_Directions:_
Extract, from the listing that follows, each line containing the word "structured".

_Source data:_
*** Block opens ***
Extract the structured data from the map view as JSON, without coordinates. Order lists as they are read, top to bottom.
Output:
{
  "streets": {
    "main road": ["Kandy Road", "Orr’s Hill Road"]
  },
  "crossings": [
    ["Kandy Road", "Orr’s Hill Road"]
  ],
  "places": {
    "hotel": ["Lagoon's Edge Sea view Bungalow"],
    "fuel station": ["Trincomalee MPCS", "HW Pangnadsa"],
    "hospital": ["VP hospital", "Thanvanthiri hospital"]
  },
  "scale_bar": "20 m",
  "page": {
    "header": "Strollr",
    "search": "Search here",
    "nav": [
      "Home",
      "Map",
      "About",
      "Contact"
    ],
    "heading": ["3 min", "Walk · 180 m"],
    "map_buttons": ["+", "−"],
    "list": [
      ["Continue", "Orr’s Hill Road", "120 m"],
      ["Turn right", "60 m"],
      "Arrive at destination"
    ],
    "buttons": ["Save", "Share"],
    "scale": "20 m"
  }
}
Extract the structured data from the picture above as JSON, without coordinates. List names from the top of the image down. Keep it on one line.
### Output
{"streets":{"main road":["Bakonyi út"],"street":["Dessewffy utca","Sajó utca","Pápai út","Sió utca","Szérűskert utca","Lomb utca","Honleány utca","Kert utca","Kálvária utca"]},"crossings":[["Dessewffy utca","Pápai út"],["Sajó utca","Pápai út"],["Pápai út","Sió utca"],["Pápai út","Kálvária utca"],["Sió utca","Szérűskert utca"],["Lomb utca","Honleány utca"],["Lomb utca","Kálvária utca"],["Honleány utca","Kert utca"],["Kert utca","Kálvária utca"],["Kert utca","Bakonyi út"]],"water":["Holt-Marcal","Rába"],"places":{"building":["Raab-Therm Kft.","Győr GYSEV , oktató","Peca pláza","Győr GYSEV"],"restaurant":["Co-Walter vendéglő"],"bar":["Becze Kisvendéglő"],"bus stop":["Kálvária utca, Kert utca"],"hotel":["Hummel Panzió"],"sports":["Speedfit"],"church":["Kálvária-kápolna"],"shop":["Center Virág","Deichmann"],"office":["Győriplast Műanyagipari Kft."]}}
*** Block closes ***
_Solution for this problem:_
Extract the structured data from the map view as JSON, without coordinates. Order lists as they are read, top to bottom.
Extract the structured data from the picture above as JSON, without coordinates. List names from the top of the image down. Keep it on one line.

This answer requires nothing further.